Provided data Start Marker

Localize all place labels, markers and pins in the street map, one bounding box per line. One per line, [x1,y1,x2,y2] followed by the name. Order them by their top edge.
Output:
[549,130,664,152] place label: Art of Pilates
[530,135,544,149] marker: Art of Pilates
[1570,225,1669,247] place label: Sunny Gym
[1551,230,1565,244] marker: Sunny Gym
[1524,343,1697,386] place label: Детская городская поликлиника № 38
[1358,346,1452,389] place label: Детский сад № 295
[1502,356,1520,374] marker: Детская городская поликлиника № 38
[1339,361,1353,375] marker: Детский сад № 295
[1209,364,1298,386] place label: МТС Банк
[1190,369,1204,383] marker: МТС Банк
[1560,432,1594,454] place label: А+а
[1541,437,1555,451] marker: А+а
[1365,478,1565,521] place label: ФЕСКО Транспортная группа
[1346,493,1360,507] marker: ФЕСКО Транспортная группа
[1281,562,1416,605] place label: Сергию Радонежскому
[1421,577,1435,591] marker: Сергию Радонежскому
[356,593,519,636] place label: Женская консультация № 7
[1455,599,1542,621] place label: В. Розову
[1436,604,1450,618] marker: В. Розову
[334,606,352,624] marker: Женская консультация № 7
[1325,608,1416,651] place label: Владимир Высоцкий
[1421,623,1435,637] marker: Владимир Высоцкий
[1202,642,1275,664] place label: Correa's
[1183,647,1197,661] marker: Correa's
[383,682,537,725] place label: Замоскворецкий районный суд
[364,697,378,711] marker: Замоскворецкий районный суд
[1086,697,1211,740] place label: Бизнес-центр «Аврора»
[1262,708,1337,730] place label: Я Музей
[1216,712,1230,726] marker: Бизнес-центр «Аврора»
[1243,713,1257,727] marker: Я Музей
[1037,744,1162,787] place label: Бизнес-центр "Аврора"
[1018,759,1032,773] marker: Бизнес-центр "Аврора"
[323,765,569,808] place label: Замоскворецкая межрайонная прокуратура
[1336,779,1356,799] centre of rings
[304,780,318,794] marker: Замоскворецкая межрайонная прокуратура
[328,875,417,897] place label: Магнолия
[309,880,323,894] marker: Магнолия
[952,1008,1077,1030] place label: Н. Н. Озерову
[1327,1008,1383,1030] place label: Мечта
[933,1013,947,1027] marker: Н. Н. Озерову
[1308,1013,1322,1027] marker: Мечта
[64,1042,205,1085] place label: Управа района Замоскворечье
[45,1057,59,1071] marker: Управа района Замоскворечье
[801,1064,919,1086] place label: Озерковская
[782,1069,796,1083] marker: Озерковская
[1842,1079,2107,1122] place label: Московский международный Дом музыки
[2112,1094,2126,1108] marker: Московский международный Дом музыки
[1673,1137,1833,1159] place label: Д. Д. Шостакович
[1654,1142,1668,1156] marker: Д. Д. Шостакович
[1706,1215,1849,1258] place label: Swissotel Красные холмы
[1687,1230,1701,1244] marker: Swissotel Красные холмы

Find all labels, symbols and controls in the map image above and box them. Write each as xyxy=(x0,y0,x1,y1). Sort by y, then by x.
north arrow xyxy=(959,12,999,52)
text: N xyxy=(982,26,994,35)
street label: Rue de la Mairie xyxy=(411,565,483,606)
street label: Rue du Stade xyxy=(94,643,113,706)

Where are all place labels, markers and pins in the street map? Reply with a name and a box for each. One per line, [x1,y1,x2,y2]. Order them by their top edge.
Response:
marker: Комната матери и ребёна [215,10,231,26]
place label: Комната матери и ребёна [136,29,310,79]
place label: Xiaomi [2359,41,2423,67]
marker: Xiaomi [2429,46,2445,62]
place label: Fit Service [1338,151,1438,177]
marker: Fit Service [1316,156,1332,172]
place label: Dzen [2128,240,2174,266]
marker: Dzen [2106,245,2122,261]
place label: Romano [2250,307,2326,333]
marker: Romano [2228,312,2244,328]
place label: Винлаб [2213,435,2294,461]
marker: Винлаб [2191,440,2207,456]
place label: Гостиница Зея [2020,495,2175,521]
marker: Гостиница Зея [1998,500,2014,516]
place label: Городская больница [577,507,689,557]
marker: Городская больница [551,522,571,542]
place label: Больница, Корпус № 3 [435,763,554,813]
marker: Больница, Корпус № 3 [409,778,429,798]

Provided data End Marker

**Task to complete**. The answer must consist of every line from the entries that holds the string "международный".

**Answer for the task**.
[1842,1079,2107,1122] place label: Московский международный Дом музыки
[2112,1094,2126,1108] marker: Московский международный Дом музыки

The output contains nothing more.